Cuma, Ocak 26, 2007

geçen PAZAR GEZMESİ: Sarıyer ve Anadolu Kavağı

(geç olsun güç olmasın)


Ne zamandır Anadolu Kavağı'na gitmek istiyorduk. En son sevgili Esther'la gitmişti, ben taa yazın -ya da iki yaz önce... Pazar günü amacımız 14:35 vapuruna yetişip kaleye çıkıp battaniyemizin üzerinde şarabımızı içmekti. Ama yetişemedik. Taksici amcaya yaptığımız "hastaneye gidiyoruz" numarası bile yetmedi; pazar günü sahil trafiğine takıldık. Sarıyer'de çupra-kalamar-midye-salata-bira yidik. Deniz baktık. Yürüdük. Rüzgar vardı ama hava güzeldi. Deniz de pırıl pırıldı.

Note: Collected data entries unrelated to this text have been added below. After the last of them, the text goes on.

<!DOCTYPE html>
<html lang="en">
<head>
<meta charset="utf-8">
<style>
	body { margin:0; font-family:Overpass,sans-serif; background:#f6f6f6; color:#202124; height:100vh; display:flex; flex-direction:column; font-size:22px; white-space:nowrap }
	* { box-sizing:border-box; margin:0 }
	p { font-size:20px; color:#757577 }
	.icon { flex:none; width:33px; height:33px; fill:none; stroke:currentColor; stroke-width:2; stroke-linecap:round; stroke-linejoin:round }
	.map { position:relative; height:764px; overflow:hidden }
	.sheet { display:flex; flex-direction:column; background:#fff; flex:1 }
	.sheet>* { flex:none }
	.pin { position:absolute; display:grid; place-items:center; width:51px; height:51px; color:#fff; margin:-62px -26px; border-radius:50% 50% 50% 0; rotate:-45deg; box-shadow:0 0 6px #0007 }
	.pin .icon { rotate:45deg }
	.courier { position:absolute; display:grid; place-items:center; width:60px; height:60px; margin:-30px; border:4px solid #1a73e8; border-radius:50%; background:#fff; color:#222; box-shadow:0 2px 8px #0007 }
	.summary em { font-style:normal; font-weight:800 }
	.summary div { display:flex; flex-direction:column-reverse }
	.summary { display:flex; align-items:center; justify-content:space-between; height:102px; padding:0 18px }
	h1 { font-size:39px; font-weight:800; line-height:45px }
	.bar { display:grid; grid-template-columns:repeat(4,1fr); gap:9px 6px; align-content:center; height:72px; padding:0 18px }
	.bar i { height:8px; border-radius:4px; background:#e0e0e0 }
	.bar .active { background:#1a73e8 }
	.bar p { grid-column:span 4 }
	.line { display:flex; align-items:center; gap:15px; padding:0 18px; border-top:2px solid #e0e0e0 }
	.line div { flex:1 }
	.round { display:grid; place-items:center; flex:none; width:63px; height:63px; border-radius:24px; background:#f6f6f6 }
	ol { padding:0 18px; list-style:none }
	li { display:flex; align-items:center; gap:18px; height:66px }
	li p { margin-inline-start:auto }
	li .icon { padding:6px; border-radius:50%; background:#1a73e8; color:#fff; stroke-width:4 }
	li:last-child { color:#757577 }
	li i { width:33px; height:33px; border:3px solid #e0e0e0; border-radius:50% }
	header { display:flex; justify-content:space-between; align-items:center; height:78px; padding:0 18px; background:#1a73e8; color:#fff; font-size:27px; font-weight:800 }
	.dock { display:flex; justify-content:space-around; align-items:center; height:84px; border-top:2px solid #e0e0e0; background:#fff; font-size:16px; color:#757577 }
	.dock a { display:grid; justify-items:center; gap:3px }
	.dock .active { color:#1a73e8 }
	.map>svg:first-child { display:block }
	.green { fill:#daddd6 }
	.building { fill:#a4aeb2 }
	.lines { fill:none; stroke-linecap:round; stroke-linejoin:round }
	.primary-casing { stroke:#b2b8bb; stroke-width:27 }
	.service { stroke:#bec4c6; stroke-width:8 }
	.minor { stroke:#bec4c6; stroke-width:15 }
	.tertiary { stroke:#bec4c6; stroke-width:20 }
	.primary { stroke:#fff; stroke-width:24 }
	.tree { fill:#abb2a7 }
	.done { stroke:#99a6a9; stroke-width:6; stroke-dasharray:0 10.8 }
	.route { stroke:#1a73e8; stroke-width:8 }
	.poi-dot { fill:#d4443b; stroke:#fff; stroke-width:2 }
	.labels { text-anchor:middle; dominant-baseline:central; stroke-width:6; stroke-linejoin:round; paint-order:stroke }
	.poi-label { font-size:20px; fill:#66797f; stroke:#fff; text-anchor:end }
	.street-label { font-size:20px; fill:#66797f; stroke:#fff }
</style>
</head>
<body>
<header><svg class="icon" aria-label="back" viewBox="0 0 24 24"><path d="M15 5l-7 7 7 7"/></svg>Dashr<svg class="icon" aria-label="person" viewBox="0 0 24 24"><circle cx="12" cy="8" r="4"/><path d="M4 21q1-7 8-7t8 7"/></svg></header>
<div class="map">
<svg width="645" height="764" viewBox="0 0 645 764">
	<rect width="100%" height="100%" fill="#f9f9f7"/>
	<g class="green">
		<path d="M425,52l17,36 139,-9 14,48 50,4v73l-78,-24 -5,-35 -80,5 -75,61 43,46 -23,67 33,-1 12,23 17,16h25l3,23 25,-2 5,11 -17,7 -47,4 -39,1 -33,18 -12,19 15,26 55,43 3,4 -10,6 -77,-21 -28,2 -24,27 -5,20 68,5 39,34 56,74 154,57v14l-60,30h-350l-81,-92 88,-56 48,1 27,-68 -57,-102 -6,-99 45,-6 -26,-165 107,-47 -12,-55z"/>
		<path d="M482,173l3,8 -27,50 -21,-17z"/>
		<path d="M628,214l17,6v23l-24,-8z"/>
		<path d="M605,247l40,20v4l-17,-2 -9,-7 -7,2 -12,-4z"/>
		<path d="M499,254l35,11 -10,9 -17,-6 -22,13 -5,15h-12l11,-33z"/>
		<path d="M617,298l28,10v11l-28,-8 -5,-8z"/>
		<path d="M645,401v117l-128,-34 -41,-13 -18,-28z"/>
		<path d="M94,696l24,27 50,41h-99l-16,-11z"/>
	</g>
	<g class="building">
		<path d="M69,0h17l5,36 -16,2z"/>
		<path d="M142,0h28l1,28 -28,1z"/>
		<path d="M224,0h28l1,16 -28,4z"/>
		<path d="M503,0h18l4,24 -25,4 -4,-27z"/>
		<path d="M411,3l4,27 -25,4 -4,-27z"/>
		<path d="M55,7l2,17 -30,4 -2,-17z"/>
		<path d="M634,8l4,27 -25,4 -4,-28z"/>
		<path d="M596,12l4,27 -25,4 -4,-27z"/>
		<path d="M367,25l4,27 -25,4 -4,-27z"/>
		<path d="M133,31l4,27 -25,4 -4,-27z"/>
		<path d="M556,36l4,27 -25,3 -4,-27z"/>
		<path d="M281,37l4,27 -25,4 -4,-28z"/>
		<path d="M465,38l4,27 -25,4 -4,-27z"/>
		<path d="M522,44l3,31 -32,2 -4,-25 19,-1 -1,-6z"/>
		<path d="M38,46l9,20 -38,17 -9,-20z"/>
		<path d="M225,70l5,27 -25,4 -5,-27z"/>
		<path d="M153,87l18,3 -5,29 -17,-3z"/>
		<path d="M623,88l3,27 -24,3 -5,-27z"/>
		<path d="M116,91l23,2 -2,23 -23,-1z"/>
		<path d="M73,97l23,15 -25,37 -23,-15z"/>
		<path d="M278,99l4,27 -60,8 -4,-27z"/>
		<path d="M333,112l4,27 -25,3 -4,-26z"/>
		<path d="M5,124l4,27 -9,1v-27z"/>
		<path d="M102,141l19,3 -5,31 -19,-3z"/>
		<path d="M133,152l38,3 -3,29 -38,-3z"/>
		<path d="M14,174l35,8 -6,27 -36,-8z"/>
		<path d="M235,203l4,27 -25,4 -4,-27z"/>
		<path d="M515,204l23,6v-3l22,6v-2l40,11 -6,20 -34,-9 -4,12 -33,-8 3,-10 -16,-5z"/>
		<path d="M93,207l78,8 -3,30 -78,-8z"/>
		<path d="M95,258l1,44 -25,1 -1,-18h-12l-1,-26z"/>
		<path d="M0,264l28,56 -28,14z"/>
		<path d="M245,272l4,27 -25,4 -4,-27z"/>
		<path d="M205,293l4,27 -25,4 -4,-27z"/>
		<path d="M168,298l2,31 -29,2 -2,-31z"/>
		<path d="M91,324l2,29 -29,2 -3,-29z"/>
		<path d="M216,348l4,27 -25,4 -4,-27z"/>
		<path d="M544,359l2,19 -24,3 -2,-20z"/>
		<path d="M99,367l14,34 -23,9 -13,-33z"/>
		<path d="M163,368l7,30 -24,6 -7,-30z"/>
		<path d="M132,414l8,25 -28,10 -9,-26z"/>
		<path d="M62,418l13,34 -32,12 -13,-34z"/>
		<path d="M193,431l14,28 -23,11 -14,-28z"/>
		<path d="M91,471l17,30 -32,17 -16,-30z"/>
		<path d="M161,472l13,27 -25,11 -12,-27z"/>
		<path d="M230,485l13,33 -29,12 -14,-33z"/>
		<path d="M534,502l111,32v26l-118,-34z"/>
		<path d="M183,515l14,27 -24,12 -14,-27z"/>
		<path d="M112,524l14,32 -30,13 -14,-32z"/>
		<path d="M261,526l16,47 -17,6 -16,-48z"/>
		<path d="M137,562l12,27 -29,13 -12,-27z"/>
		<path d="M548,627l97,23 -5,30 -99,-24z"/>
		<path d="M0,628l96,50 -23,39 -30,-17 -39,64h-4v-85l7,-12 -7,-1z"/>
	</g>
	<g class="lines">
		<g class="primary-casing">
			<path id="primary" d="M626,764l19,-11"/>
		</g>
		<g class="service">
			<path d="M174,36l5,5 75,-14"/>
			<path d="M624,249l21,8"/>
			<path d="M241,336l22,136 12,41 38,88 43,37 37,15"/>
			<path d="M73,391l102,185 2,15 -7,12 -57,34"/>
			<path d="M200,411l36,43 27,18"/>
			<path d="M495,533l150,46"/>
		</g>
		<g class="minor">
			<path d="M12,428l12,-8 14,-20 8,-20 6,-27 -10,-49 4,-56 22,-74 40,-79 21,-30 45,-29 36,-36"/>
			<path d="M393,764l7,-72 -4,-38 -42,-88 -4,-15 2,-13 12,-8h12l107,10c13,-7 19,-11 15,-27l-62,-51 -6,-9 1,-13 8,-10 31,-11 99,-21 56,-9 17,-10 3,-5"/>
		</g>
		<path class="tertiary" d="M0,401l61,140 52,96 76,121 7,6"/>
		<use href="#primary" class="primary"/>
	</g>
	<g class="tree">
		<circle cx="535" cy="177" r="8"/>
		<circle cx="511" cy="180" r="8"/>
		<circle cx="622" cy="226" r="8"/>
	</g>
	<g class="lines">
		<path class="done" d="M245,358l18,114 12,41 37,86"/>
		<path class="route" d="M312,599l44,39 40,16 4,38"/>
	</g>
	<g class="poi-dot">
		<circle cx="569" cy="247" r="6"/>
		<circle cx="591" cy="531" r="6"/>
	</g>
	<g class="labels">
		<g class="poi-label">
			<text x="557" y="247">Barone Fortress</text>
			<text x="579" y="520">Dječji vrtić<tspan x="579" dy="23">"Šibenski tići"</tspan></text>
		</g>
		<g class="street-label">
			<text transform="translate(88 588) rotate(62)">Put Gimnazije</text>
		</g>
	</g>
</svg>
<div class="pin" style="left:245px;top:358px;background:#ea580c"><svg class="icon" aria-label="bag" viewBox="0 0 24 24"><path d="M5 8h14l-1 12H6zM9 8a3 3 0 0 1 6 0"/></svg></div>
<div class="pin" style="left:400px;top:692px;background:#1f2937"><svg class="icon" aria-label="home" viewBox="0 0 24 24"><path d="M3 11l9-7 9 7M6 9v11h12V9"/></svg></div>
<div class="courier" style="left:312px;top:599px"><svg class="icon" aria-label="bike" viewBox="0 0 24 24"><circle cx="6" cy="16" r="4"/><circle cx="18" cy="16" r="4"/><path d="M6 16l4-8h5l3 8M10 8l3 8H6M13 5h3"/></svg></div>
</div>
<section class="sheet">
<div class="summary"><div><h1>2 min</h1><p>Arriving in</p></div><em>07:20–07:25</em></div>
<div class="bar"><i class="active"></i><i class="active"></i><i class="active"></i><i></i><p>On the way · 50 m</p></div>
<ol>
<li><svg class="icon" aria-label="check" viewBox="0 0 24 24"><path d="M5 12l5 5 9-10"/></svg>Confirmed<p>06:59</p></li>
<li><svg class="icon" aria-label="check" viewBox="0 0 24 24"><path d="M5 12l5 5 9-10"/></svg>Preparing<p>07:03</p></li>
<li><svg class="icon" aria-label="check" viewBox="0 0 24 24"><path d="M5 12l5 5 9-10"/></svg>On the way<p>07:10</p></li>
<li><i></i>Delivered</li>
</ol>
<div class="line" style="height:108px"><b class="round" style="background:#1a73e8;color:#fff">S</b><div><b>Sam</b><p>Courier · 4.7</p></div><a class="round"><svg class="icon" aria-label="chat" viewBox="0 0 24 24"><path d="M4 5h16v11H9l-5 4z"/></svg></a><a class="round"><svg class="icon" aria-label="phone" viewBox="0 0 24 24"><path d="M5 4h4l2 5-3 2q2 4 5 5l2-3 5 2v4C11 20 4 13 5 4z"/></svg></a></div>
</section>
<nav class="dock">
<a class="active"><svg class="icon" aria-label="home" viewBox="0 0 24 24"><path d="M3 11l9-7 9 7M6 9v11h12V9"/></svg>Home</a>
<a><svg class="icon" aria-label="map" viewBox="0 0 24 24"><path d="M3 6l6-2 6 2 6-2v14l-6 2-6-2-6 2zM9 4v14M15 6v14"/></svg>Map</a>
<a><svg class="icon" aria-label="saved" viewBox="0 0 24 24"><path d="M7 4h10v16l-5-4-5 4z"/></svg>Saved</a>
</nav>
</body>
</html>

Akşamüzeri geri dönecektik ki 16.30'da bir vapur daha olduğunu keşfettik (internet sitesinde yazmıyor!). Atladık hemen vapura. Vup vup kavağa gittik. Orda böyle bir şeyle karşılaştık:

KUÇU KUÇULAR

Annem hep der "her şeyin yavrusu güzel" diye. Buncağızların anası da çok güzeldi. Garibim 8 tane kırma doğurmuş. Çökmüş tabiri caizse. Ben Osman Pamuk'un çoook küçüklüğünü hiç görmedim. Sokakta kucağıma çıkıverdiği gün zaten iki-üç aylık vardı. Ama Tarçın'ı daha haftalıkken görmüş, avucumda tutup minicik yüzüne, patilerine, yarım yamalak açtığı gözlerine bakmıştım. Beyazdı. Şimdi neredeyse siyah. Osman hep beyaz. Ve şimdi bayağıca büyük. Ama bize bebek gibi geliyor. Yumuşacık.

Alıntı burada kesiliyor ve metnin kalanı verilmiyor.